### WORK ITEM
Write out, word for word, every line from the one where "For a GIS import: Dump" occurs to the final line of the entries, and nothing beyond them.
*** DATA UNDER STUDY Section Begins ***
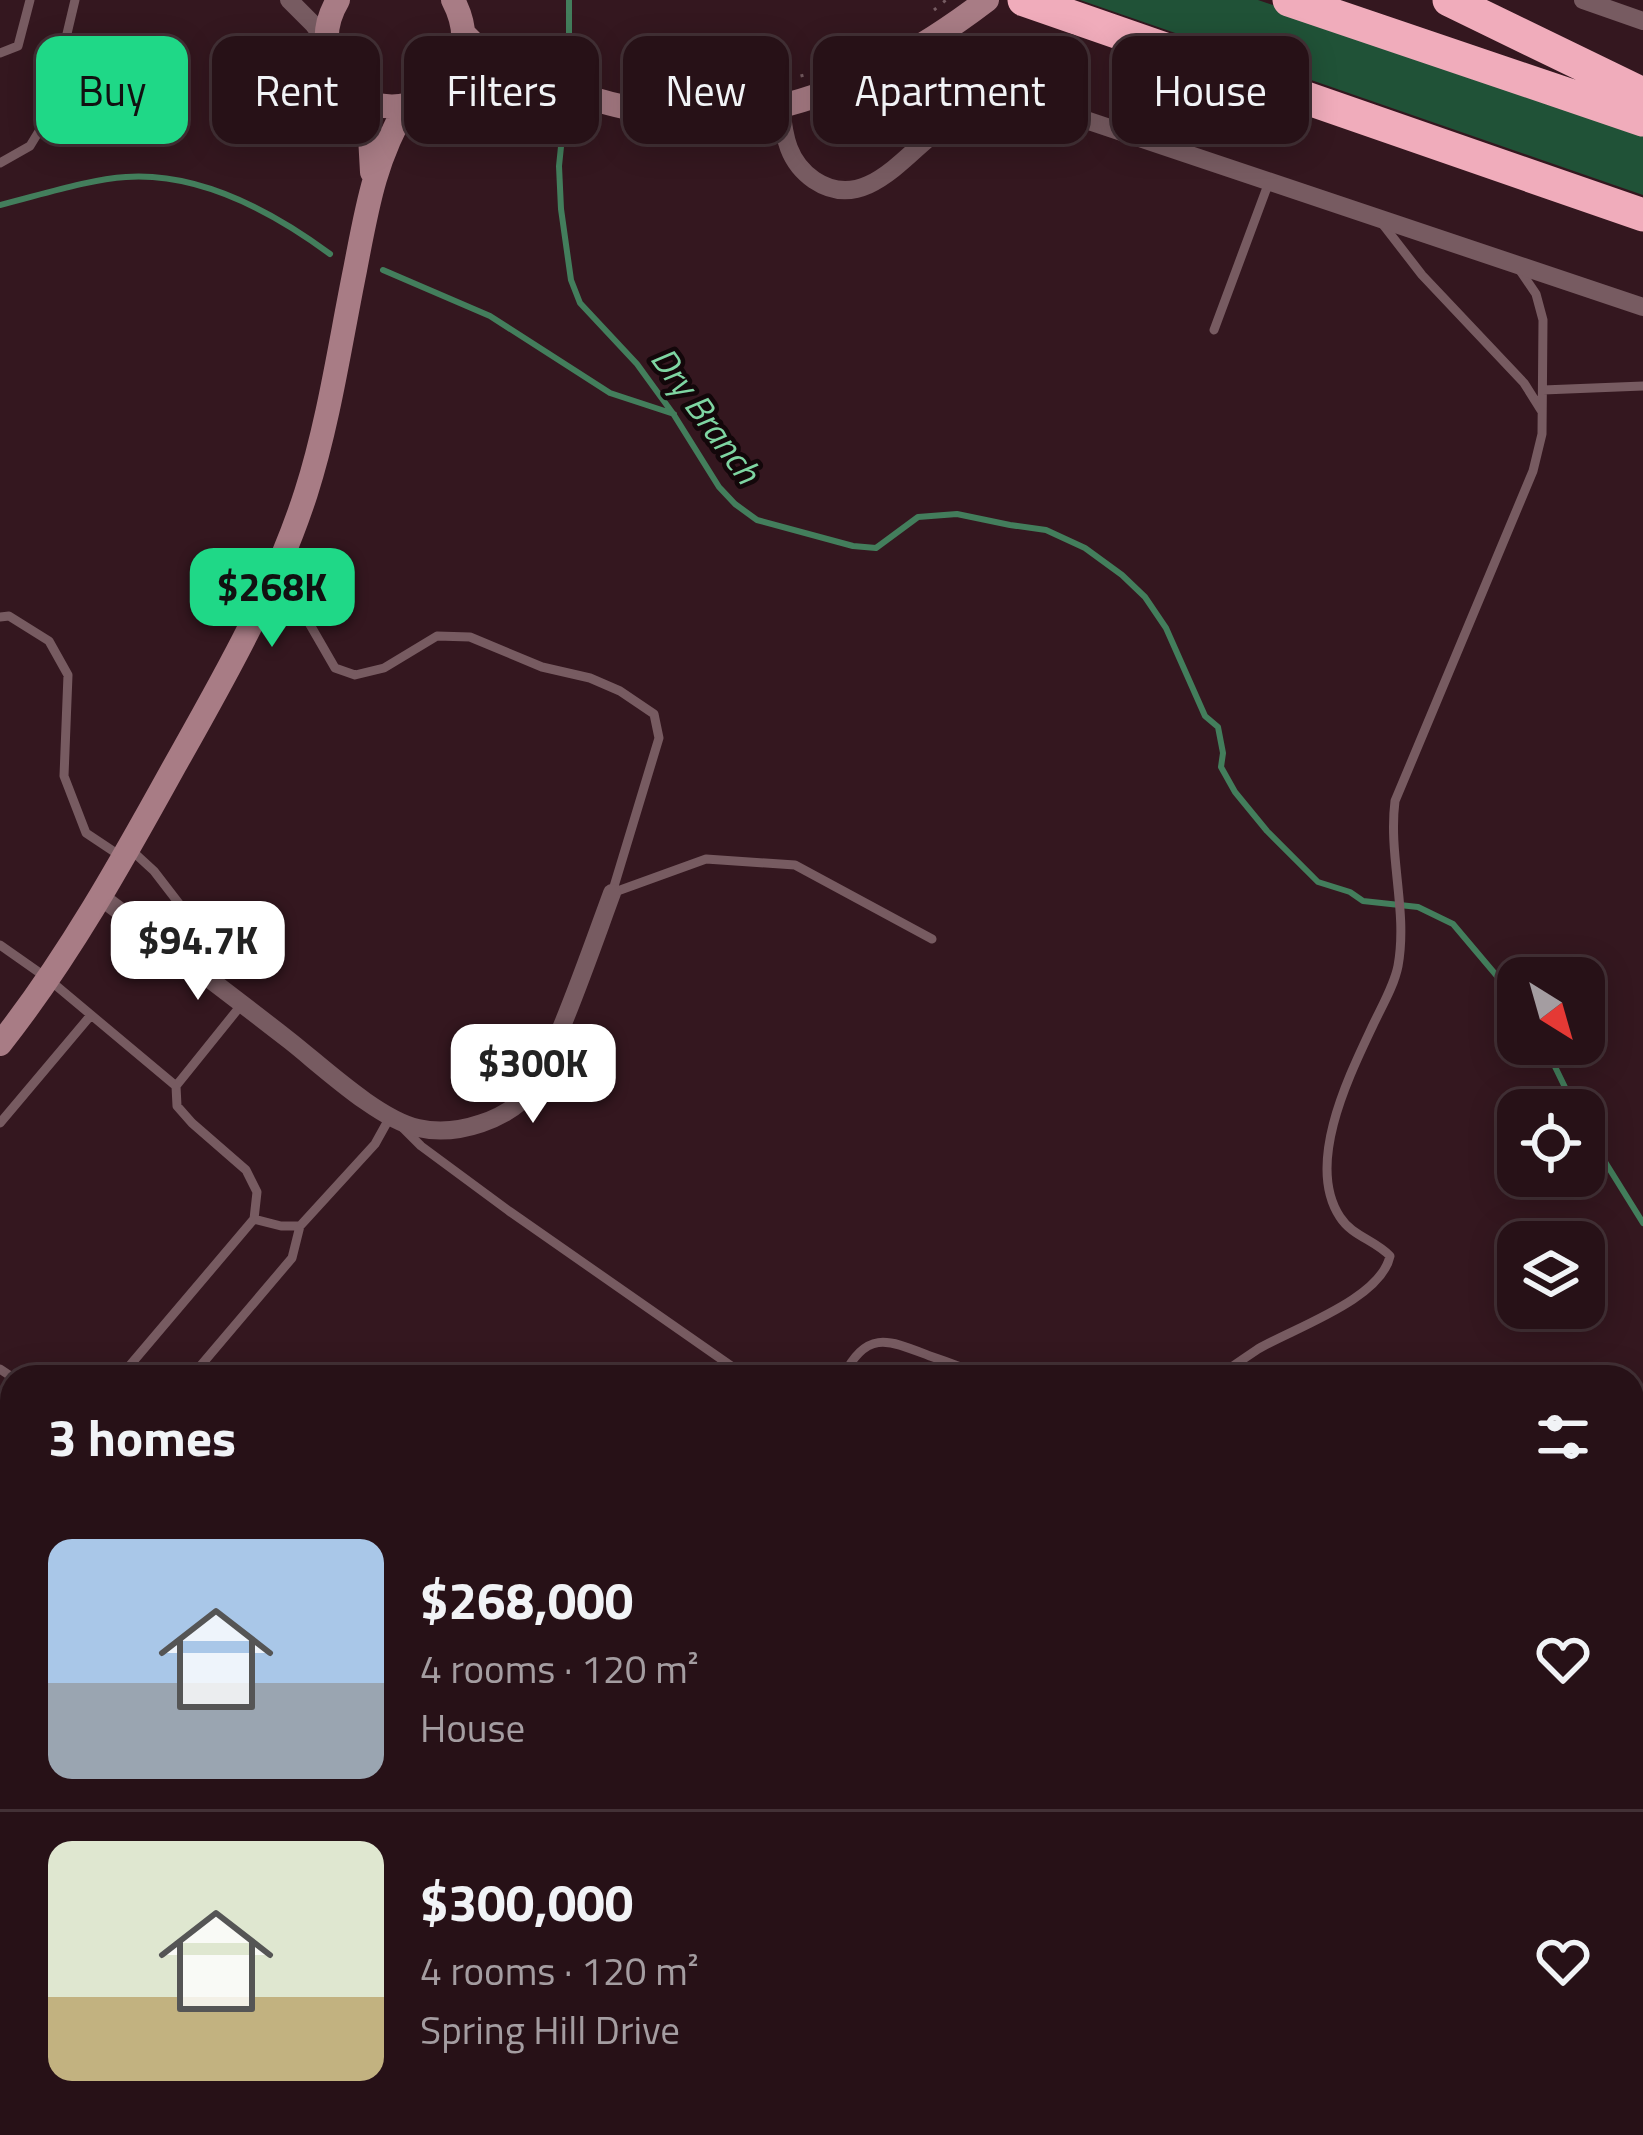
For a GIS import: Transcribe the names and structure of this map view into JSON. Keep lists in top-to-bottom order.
{
  "water": ["Dry Branch"],
  "north": "bottom right",
  "page": {
    "chip": [
      "Buy",
      "Rent",
      "Filters",
      "New",
      "Apartment",
      "House"
    ],
    "price": ["$268K", "$94.7K", "$300K"],
    "heading": "3 homes",
    "list": [
      {
        "name": "$268,000",
        "note": "4 rooms · 120 m² · House"
      },
      {
        "name": "$300,000",
        "note": "4 rooms · 120 m² · Spring Hill Drive"
      }
    ]
  }
}
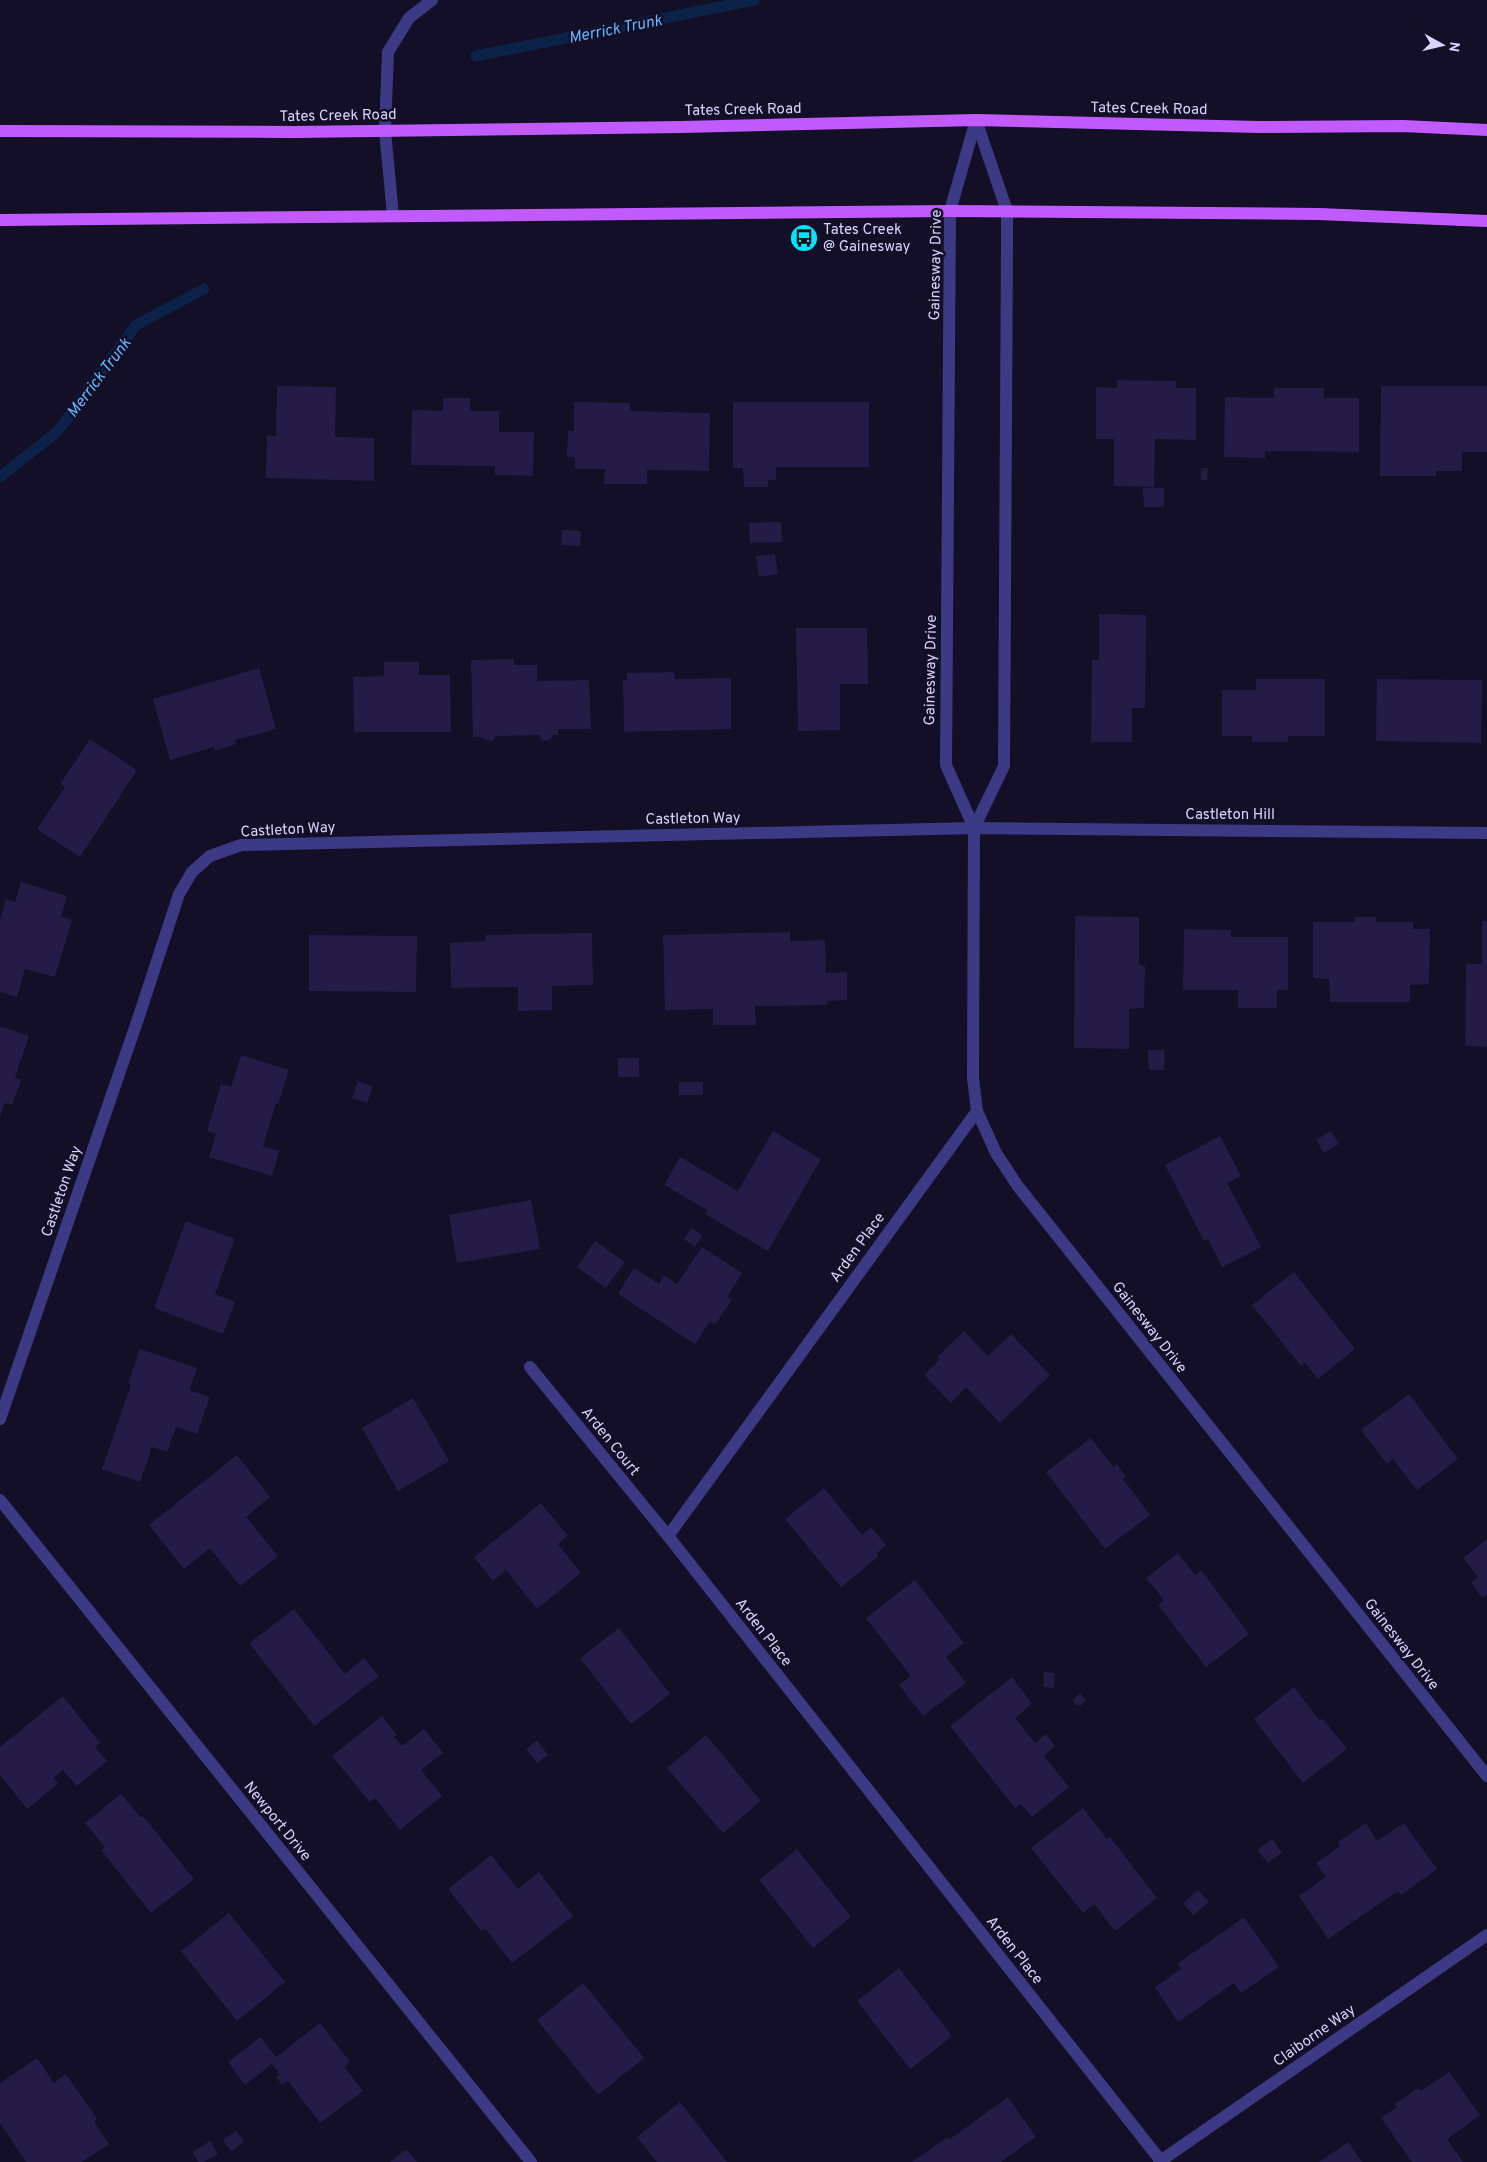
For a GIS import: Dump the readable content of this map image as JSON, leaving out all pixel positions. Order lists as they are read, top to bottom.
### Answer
*** DATA UNDER STUDY Section Ends ***
### EXPECTED ANSWER
For a GIS import: Dump the readable content of this map image as JSON, leaving out all pixel positions. Order lists as they are read, top to bottom.
### Answer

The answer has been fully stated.